◆ MATERIAL FOR THE TASK:
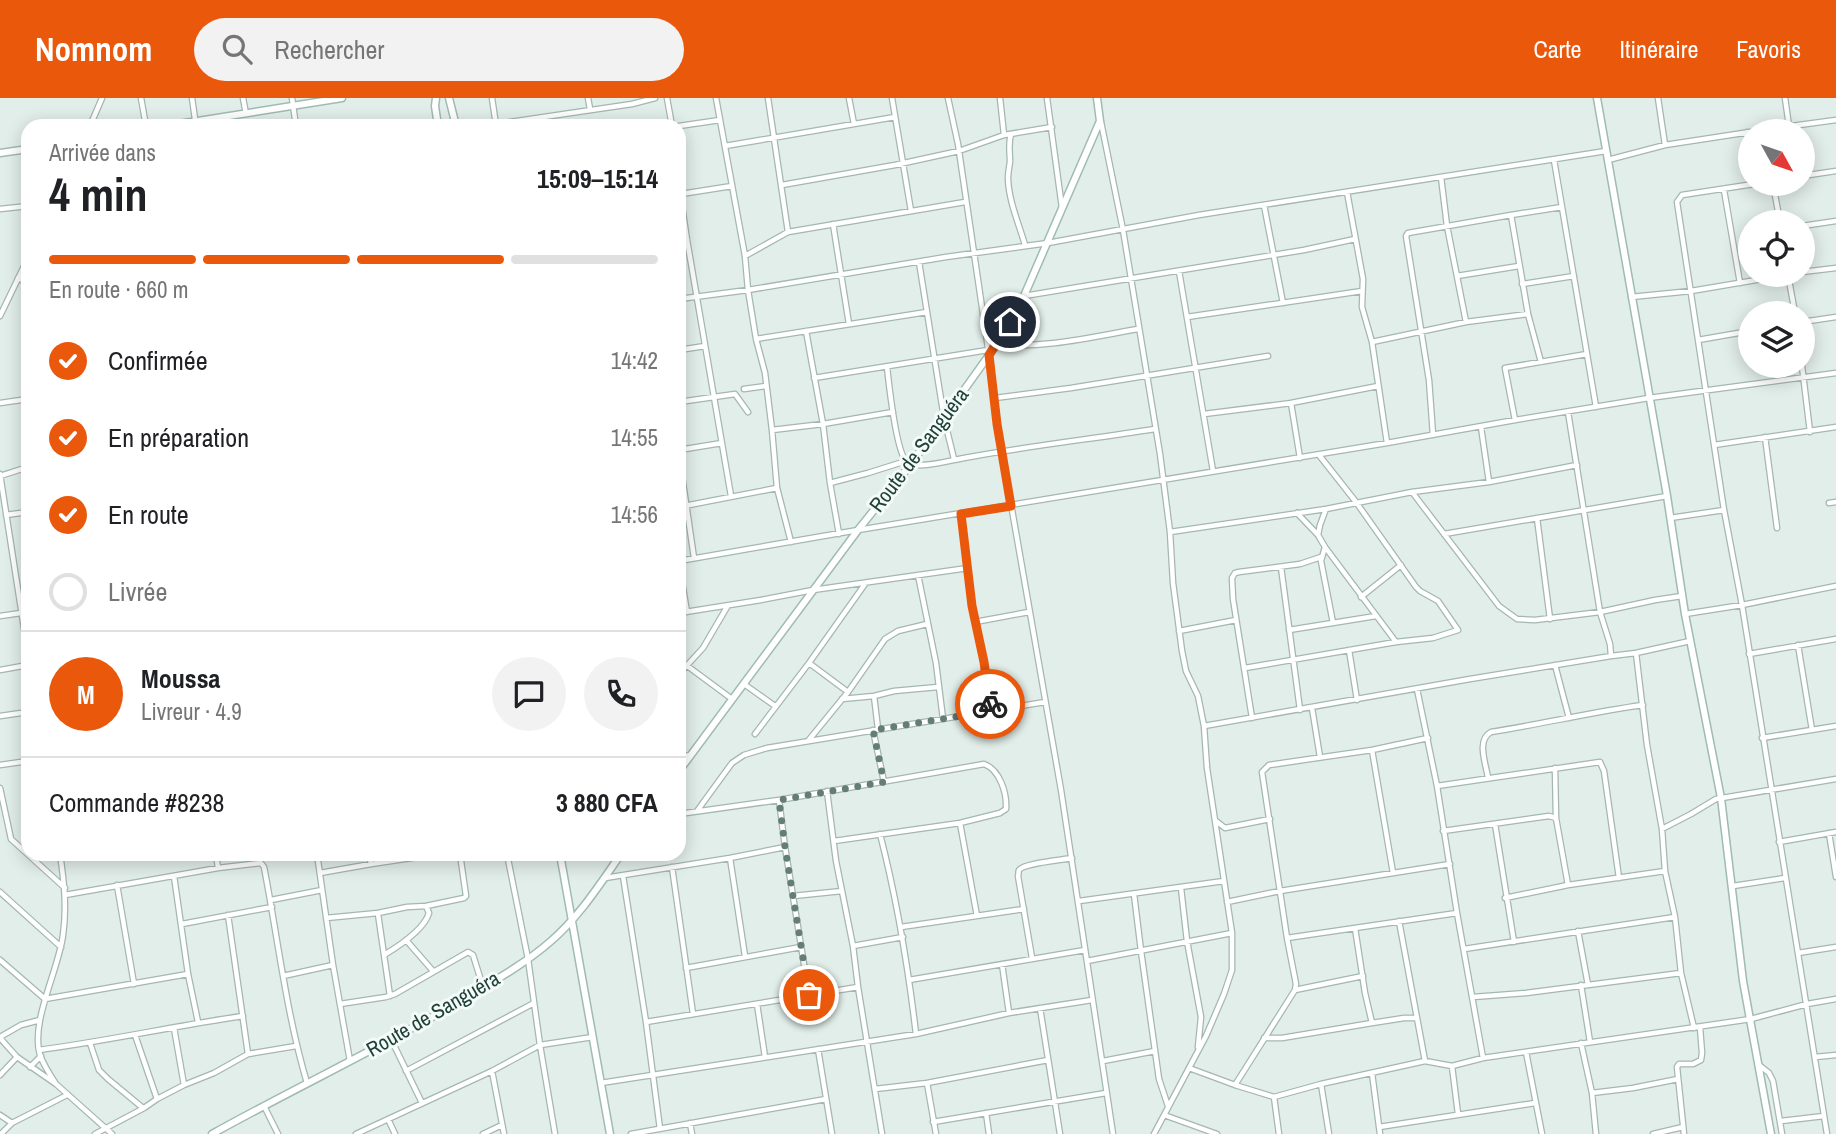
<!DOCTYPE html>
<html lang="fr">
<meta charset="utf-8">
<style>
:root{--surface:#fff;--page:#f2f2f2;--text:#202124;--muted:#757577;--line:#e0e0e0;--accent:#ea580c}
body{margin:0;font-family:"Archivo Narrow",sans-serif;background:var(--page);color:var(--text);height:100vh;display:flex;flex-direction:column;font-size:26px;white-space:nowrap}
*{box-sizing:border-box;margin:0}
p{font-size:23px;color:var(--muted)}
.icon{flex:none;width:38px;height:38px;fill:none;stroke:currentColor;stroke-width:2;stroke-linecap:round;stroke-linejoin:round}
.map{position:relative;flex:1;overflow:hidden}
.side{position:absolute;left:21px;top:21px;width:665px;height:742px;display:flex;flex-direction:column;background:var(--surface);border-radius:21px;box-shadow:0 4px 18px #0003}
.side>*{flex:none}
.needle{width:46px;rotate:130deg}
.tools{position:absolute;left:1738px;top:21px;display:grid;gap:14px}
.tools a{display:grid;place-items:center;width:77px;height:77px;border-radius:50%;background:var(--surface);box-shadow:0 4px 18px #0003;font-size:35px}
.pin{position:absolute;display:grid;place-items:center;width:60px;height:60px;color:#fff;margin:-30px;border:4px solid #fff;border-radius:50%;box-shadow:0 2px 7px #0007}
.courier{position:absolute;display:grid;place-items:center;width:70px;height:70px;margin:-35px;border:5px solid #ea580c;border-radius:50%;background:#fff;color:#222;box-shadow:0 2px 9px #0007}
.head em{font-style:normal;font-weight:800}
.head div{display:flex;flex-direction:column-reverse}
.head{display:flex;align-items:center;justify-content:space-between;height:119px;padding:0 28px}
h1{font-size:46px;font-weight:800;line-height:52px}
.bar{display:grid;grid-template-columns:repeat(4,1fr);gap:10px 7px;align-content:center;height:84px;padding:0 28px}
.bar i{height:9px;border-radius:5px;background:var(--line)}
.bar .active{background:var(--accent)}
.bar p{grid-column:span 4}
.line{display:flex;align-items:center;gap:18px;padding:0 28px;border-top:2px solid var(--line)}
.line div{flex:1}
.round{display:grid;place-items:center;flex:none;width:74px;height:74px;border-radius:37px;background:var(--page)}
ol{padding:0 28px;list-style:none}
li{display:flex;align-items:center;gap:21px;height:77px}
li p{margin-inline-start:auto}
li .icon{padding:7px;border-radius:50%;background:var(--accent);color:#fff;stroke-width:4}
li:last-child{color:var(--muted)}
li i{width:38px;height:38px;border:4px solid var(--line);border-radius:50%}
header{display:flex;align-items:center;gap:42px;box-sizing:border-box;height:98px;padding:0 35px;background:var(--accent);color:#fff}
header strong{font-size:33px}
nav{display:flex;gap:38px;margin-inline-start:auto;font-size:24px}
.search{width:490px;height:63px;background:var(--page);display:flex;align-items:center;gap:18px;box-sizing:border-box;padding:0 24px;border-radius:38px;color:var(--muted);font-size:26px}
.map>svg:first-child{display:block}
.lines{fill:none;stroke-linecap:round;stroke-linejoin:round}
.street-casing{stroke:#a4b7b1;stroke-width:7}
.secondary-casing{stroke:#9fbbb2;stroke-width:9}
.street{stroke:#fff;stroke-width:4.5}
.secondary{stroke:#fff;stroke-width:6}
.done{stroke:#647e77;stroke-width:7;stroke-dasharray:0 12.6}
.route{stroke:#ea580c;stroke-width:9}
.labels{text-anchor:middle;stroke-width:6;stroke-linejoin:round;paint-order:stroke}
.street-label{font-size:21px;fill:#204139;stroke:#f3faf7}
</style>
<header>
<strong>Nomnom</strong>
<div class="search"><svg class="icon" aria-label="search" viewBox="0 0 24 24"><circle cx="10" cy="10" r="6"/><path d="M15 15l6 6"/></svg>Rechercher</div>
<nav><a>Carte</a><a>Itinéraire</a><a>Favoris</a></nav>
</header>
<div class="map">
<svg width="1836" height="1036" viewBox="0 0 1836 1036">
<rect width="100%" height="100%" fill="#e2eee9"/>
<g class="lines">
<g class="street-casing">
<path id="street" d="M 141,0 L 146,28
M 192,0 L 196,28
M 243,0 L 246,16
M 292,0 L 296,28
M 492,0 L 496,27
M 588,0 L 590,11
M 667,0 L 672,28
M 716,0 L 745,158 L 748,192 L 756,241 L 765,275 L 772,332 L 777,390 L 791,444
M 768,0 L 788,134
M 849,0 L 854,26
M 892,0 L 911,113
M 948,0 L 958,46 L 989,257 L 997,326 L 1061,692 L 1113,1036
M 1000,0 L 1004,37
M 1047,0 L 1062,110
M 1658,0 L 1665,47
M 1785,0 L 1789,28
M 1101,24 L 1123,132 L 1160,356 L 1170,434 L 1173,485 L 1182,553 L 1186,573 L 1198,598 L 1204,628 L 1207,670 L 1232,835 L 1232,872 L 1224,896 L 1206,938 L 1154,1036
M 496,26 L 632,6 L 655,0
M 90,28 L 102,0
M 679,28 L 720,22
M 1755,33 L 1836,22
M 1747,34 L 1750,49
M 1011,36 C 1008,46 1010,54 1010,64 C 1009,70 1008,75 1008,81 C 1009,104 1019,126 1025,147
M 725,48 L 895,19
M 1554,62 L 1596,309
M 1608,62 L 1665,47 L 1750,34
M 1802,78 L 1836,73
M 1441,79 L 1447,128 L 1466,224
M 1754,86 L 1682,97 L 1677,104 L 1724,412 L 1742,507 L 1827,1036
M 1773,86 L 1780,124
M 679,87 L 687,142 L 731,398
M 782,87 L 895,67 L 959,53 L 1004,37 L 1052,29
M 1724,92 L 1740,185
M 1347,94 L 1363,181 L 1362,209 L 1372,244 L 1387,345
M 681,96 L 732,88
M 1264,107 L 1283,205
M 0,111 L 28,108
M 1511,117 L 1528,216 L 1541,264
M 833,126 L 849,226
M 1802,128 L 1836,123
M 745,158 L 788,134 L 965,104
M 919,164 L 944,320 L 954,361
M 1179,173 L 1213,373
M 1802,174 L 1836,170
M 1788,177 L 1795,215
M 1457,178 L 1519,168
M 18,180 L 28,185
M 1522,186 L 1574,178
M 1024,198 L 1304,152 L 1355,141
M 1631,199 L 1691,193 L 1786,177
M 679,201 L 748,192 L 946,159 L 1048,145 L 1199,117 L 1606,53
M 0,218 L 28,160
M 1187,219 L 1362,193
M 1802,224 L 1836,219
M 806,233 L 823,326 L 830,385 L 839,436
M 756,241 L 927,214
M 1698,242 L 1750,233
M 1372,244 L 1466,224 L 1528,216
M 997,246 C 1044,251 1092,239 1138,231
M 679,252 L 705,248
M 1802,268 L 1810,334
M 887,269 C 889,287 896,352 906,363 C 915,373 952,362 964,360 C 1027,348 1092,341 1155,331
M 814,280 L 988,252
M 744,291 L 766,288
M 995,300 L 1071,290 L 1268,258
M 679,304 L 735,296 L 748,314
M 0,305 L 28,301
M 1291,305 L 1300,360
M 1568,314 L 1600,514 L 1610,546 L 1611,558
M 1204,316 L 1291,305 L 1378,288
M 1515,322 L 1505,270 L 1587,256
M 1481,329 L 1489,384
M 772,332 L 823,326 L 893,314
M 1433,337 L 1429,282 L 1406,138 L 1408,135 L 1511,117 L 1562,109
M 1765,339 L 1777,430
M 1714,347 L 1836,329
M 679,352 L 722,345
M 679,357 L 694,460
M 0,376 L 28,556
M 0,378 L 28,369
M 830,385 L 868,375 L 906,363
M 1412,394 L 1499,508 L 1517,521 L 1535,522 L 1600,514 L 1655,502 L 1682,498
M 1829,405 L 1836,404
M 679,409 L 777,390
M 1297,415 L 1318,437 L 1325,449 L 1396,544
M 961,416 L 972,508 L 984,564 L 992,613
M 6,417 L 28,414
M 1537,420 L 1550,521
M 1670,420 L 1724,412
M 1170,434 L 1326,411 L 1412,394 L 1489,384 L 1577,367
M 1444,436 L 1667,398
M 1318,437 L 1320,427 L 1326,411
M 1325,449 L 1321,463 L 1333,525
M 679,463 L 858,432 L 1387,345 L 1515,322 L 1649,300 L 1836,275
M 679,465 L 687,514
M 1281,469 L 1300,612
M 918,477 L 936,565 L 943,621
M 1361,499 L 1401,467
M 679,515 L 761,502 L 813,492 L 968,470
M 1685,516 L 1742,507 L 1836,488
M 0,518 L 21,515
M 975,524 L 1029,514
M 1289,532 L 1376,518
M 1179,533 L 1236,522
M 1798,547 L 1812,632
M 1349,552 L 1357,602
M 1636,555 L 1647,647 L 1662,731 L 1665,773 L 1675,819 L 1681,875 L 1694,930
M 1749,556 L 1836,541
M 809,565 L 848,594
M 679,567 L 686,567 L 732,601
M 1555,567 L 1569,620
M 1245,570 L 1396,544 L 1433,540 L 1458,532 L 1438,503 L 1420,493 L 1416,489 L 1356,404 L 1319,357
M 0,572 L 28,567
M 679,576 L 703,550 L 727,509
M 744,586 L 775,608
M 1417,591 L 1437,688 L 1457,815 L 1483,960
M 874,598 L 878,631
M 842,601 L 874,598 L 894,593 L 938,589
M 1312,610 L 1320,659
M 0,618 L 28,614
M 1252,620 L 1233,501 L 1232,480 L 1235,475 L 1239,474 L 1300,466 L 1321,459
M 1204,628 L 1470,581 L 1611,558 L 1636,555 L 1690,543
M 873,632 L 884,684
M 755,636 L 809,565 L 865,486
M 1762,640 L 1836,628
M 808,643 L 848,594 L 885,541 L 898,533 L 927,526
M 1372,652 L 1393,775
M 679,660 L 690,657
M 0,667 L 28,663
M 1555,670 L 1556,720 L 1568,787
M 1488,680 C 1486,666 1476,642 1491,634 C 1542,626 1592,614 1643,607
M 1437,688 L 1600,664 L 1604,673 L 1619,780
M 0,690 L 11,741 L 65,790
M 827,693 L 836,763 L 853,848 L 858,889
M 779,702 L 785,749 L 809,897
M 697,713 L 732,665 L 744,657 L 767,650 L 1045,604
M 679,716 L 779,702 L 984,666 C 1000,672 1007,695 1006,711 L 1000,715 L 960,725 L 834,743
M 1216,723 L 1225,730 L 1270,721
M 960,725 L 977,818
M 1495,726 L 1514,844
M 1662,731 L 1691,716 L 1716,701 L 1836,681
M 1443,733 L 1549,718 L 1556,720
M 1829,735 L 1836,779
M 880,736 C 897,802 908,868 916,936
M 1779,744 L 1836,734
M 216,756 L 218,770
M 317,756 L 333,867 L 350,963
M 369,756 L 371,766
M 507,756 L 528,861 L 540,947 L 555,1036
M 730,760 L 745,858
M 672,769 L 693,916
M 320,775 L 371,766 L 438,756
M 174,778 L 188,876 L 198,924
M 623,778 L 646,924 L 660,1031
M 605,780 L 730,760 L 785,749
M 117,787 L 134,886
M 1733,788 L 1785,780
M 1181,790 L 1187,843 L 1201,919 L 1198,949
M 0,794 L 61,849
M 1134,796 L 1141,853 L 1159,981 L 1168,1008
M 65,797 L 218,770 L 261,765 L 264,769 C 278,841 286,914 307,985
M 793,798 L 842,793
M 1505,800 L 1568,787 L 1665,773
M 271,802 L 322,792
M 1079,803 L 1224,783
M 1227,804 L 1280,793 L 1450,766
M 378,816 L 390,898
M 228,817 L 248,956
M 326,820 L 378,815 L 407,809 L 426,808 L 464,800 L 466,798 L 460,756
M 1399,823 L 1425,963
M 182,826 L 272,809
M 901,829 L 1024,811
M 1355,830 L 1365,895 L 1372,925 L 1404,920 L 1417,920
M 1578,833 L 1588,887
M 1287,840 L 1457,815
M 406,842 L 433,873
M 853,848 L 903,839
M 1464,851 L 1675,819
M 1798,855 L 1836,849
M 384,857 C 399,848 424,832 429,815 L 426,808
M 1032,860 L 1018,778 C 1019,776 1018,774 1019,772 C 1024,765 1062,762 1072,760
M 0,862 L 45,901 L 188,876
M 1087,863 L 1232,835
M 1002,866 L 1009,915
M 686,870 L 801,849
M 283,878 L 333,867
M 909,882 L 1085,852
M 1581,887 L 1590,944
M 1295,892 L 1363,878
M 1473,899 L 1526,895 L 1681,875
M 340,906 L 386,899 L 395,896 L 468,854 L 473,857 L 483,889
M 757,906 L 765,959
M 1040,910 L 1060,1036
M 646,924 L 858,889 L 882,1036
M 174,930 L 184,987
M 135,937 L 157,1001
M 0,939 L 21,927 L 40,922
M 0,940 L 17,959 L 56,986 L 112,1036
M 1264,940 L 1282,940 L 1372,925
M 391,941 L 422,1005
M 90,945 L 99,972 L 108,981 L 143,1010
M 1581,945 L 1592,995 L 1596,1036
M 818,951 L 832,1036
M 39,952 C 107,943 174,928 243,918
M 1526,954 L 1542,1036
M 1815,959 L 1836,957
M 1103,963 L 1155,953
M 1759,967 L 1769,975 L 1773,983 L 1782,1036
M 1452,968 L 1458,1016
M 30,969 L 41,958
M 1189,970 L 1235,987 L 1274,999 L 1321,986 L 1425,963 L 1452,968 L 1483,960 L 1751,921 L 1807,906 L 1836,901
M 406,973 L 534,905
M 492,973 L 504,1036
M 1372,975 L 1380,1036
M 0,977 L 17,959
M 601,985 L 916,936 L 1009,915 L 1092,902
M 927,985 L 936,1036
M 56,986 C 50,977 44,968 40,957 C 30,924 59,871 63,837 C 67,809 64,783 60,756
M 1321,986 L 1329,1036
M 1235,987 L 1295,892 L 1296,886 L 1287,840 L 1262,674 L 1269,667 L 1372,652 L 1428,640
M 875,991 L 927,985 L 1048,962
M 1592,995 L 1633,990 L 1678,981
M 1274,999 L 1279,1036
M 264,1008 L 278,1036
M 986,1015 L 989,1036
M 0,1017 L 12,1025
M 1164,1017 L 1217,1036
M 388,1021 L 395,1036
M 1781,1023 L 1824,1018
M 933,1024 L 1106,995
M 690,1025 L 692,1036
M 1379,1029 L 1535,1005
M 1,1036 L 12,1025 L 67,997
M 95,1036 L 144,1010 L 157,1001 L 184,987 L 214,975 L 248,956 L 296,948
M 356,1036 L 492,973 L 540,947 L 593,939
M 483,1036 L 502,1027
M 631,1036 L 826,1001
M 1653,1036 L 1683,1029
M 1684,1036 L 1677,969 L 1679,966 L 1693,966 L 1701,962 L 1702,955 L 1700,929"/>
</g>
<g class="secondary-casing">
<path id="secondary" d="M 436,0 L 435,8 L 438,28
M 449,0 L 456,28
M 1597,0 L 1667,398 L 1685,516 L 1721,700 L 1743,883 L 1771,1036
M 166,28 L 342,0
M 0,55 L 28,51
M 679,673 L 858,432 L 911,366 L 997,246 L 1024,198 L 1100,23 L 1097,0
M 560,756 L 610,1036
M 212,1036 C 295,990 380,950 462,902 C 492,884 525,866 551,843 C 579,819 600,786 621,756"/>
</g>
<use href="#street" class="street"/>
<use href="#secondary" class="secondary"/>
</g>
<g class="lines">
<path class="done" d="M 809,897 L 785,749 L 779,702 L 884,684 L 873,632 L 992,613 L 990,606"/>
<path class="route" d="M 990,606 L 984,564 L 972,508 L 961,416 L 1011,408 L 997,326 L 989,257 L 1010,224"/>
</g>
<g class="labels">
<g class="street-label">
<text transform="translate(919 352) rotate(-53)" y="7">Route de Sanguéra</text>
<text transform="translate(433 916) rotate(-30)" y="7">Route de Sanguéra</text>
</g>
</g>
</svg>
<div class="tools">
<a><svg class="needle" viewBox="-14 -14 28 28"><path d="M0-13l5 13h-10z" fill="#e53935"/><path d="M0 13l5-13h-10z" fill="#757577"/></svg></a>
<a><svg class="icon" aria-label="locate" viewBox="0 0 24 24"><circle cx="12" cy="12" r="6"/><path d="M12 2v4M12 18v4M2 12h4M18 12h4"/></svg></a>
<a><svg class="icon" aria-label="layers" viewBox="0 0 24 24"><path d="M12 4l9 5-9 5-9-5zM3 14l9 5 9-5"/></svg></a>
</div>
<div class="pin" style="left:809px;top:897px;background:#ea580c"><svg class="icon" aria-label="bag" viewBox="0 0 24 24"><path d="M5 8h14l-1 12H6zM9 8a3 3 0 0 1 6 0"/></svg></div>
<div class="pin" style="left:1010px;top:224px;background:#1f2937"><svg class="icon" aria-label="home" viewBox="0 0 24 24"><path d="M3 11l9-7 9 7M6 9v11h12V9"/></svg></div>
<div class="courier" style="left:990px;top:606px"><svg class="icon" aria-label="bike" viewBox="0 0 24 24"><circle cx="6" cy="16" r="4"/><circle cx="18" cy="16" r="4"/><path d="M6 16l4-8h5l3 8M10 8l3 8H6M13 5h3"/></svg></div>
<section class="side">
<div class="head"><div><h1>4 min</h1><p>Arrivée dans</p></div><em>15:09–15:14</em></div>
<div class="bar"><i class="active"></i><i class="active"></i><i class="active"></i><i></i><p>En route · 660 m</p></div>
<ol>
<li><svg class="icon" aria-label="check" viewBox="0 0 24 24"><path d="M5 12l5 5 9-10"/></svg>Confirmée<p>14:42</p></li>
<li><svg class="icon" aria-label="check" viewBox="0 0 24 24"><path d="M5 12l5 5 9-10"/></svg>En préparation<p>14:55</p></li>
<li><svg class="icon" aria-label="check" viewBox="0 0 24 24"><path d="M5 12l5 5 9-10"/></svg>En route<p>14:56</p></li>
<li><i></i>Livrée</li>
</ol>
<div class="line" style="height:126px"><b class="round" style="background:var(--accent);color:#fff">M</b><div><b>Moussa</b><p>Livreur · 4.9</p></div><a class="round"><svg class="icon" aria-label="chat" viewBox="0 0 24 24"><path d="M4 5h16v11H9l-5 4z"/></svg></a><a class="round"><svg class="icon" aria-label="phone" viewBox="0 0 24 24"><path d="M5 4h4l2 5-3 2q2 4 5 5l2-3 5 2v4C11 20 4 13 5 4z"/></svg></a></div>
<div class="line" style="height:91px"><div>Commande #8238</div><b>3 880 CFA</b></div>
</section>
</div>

◆ WORK TO BE COMPLETED:
Print the lines above from the one with "M 1749,556 L 1836,541" through the one with "M 1372,652 L 1393,775", both included, exactly as written and nothing more.

◆ COMPLETED EXERCISE:
M 1749,556 L 1836,541
M 809,565 L 848,594
M 679,567 L 686,567 L 732,601
M 1555,567 L 1569,620
M 1245,570 L 1396,544 L 1433,540 L 1458,532 L 1438,503 L 1420,493 L 1416,489 L 1356,404 L 1319,357
M 0,572 L 28,567
M 679,576 L 703,550 L 727,509
M 744,586 L 775,608
M 1417,591 L 1437,688 L 1457,815 L 1483,960
M 874,598 L 878,631
M 842,601 L 874,598 L 894,593 L 938,589
M 1312,610 L 1320,659
M 0,618 L 28,614
M 1252,620 L 1233,501 L 1232,480 L 1235,475 L 1239,474 L 1300,466 L 1321,459
M 1204,628 L 1470,581 L 1611,558 L 1636,555 L 1690,543
M 873,632 L 884,684
M 755,636 L 809,565 L 865,486
M 1762,640 L 1836,628
M 808,643 L 848,594 L 885,541 L 898,533 L 927,526
M 1372,652 L 1393,775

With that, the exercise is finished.